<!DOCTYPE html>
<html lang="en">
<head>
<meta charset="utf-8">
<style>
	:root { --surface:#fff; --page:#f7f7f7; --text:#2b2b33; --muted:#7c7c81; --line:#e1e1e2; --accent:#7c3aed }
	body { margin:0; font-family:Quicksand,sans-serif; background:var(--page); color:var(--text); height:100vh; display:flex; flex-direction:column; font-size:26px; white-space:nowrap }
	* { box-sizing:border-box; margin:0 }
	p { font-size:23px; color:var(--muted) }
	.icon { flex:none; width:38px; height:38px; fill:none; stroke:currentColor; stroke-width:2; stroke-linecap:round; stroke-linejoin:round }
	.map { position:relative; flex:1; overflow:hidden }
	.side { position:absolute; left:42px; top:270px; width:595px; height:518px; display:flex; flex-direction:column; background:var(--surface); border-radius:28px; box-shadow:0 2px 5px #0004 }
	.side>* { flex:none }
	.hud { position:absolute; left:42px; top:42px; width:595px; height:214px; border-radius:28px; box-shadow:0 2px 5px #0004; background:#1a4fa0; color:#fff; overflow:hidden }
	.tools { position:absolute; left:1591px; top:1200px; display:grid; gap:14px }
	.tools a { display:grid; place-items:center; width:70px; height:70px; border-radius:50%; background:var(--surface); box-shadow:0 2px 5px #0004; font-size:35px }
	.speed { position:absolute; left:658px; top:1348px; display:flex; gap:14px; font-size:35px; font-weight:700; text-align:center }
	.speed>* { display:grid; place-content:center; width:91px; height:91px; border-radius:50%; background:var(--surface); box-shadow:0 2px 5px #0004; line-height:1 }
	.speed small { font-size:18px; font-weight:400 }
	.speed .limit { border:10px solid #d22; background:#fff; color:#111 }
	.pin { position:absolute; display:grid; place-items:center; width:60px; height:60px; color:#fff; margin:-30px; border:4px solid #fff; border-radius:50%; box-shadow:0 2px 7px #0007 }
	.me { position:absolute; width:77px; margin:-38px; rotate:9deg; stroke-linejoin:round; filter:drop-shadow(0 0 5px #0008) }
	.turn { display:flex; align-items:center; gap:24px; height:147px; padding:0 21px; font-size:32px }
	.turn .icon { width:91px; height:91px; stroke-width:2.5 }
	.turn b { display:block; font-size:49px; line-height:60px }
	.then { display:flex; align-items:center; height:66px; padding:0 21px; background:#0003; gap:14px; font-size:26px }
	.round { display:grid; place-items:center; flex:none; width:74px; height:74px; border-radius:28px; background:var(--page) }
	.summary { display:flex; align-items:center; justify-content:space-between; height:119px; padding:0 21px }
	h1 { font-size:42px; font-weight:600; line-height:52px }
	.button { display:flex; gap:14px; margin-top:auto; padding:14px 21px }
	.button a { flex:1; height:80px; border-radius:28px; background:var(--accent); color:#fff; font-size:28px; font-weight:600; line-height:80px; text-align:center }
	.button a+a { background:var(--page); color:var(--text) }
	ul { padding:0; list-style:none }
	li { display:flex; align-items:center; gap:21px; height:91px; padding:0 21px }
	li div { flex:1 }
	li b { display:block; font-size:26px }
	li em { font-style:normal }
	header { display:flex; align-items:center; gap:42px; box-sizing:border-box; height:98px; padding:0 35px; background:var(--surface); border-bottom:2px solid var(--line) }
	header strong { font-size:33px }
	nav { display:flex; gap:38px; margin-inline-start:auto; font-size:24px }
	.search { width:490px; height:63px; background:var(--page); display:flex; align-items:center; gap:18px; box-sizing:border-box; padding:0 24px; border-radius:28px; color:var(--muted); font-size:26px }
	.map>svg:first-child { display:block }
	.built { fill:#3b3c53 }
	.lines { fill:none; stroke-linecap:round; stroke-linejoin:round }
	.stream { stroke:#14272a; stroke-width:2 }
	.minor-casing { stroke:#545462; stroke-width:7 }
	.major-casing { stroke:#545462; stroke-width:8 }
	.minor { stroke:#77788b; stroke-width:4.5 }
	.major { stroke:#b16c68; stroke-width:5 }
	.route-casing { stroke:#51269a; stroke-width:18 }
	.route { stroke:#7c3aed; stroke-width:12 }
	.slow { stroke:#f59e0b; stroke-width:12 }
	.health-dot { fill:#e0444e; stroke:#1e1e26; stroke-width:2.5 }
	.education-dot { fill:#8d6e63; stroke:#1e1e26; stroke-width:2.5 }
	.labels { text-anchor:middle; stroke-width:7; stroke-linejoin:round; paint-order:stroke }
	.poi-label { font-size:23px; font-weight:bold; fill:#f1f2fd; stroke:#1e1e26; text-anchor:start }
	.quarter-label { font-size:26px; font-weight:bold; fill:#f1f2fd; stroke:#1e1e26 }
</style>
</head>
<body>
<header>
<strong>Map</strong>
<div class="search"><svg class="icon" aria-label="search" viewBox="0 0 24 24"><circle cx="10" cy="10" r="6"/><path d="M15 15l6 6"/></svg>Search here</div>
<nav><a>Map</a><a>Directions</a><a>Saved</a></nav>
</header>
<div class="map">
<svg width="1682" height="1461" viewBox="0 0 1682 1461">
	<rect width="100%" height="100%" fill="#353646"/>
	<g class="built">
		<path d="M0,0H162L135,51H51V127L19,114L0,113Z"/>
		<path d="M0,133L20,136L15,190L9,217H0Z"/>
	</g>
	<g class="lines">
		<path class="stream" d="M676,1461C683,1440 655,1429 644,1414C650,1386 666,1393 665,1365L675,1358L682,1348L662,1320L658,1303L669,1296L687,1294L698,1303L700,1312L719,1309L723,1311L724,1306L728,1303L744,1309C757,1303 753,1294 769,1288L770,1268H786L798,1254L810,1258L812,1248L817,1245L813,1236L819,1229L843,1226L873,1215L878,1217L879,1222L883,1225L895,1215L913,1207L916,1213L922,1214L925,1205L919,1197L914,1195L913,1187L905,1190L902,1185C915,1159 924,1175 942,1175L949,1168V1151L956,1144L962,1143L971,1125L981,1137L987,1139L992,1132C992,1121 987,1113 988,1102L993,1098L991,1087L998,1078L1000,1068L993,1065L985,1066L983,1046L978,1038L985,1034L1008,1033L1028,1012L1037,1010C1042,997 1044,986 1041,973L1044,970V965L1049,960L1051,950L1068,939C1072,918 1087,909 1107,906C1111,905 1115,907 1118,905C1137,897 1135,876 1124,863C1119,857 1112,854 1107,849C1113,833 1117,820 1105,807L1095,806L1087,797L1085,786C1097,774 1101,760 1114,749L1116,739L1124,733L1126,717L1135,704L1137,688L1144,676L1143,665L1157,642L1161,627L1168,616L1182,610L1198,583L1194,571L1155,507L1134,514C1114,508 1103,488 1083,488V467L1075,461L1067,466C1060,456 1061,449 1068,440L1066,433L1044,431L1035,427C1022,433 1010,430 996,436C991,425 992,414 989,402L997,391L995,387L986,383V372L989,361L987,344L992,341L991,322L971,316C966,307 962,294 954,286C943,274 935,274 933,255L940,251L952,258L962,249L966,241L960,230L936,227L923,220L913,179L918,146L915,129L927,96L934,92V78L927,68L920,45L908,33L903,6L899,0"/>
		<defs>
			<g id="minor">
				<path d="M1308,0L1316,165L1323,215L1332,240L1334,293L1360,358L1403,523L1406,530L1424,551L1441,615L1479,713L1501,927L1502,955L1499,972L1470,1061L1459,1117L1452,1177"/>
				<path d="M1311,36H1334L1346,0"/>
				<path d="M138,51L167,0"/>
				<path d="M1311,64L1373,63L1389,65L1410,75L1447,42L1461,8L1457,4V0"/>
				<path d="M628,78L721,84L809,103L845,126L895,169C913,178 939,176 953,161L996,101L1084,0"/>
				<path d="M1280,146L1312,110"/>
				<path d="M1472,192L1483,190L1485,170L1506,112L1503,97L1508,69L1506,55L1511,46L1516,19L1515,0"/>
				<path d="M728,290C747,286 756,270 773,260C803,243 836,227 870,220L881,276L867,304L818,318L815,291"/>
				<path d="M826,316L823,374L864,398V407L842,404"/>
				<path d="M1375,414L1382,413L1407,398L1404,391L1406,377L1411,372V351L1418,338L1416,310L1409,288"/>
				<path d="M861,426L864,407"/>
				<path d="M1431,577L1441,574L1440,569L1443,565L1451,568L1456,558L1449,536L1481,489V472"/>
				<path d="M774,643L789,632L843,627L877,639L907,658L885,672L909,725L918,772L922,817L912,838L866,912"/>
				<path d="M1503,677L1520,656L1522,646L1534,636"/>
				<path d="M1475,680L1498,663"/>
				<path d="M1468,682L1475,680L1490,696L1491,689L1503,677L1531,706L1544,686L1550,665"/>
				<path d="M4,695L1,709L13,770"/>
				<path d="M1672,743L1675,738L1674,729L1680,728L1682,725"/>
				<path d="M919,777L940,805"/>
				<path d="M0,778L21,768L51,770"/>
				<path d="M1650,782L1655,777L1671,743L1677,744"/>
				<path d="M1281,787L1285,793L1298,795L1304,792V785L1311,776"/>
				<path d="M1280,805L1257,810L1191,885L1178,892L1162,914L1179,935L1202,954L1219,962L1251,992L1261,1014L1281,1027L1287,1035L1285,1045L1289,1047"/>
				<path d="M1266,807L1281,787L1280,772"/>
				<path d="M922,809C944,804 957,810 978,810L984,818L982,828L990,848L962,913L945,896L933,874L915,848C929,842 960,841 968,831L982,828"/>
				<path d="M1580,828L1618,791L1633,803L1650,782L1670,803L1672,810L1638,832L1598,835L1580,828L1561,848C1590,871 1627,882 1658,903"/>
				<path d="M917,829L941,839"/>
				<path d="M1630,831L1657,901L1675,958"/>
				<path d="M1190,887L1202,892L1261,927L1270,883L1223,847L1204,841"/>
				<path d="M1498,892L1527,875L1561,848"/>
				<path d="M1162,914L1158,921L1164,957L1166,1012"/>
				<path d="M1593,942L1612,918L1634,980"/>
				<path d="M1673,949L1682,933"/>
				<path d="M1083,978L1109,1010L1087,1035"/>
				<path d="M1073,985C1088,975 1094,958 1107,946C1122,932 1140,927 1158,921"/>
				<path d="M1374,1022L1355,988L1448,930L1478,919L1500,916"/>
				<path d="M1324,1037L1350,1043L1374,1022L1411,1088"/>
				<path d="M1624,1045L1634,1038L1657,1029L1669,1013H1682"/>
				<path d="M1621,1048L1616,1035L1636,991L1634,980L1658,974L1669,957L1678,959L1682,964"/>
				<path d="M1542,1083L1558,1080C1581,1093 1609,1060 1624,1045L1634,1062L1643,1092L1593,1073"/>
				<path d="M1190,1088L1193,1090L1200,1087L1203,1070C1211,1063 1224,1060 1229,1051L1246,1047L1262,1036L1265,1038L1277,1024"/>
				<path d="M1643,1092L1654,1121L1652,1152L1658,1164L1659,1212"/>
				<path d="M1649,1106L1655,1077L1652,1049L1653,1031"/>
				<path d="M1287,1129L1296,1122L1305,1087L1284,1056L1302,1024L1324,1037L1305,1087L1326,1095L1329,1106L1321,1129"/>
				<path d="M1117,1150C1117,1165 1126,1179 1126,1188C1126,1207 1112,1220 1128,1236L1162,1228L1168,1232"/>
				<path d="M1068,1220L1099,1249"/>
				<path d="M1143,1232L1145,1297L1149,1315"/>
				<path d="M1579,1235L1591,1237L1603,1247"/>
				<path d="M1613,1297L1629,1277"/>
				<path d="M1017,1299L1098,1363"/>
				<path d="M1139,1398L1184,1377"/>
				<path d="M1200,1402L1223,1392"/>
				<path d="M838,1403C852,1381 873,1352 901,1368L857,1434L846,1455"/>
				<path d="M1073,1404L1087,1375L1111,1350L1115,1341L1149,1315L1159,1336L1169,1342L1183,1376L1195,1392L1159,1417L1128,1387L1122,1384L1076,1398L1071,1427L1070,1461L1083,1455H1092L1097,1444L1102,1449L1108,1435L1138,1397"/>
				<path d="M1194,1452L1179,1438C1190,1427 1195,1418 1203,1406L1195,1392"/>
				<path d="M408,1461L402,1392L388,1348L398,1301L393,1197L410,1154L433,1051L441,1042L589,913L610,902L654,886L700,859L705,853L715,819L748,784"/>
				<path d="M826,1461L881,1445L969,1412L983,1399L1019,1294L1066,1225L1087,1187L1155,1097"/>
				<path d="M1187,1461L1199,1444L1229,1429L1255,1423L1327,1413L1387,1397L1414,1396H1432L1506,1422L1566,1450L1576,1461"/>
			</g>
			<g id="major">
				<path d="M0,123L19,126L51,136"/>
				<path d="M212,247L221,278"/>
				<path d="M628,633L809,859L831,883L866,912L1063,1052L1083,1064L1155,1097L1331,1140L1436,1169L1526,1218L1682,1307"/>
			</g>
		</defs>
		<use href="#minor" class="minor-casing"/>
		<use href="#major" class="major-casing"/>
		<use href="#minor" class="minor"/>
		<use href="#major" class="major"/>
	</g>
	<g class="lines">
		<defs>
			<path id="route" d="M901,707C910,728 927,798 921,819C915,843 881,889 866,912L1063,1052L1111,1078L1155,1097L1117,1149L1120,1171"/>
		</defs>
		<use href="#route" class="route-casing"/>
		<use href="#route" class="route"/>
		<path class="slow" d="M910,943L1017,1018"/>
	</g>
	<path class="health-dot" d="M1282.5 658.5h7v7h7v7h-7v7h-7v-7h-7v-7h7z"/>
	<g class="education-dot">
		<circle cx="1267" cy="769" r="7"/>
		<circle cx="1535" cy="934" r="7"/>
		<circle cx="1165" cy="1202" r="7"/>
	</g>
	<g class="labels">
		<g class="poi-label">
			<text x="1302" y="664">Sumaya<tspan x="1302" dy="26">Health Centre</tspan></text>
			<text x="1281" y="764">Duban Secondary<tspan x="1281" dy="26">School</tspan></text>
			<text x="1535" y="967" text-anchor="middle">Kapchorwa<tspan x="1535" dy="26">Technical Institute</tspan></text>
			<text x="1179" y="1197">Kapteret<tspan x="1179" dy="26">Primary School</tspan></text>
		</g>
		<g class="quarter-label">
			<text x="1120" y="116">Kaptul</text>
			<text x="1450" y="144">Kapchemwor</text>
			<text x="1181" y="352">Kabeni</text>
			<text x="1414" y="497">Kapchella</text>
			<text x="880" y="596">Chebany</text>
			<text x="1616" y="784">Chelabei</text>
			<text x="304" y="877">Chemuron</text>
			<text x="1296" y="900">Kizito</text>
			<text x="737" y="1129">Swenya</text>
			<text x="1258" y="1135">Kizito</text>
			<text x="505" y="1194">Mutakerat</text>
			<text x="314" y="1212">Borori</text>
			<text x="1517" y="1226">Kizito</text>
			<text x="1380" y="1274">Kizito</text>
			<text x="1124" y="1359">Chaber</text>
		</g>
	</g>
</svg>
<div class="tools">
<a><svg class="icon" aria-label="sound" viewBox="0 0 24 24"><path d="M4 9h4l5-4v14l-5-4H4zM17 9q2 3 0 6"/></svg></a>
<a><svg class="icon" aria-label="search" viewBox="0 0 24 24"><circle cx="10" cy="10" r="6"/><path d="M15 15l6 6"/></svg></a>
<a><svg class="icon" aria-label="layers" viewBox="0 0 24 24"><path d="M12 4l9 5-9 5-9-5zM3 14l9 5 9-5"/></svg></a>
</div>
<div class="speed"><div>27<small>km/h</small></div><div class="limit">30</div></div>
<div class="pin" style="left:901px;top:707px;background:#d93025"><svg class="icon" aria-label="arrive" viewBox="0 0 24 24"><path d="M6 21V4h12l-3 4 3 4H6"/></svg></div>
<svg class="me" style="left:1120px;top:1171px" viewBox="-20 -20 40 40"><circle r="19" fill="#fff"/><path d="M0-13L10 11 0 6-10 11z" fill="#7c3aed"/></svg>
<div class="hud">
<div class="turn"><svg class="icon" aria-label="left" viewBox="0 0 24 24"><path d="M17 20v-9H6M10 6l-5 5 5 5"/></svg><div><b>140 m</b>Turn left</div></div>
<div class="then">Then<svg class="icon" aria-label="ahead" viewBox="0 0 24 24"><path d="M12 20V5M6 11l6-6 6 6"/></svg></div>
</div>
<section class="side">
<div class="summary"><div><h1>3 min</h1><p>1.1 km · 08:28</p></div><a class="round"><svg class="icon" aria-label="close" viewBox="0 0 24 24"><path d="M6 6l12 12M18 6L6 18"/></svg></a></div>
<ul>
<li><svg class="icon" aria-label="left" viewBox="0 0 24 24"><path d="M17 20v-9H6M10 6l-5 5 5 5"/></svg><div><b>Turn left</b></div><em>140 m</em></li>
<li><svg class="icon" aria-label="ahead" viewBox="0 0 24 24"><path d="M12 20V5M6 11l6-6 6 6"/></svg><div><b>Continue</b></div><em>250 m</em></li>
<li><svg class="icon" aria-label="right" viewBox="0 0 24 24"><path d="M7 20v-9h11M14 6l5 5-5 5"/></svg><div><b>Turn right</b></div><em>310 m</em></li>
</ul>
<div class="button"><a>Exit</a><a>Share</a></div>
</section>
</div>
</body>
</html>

• • • • • • •

If a line above includes the string "overflow", pick it out.

## Exercise response
	.map { position:relative; flex:1; overflow:hidden }
	.hud { position:absolute; left:42px; top:42px; width:595px; height:214px; border-radius:28px; box-shadow:0 2px 5px #0004; background:#1a4fa0; color:#fff; overflow:hidden }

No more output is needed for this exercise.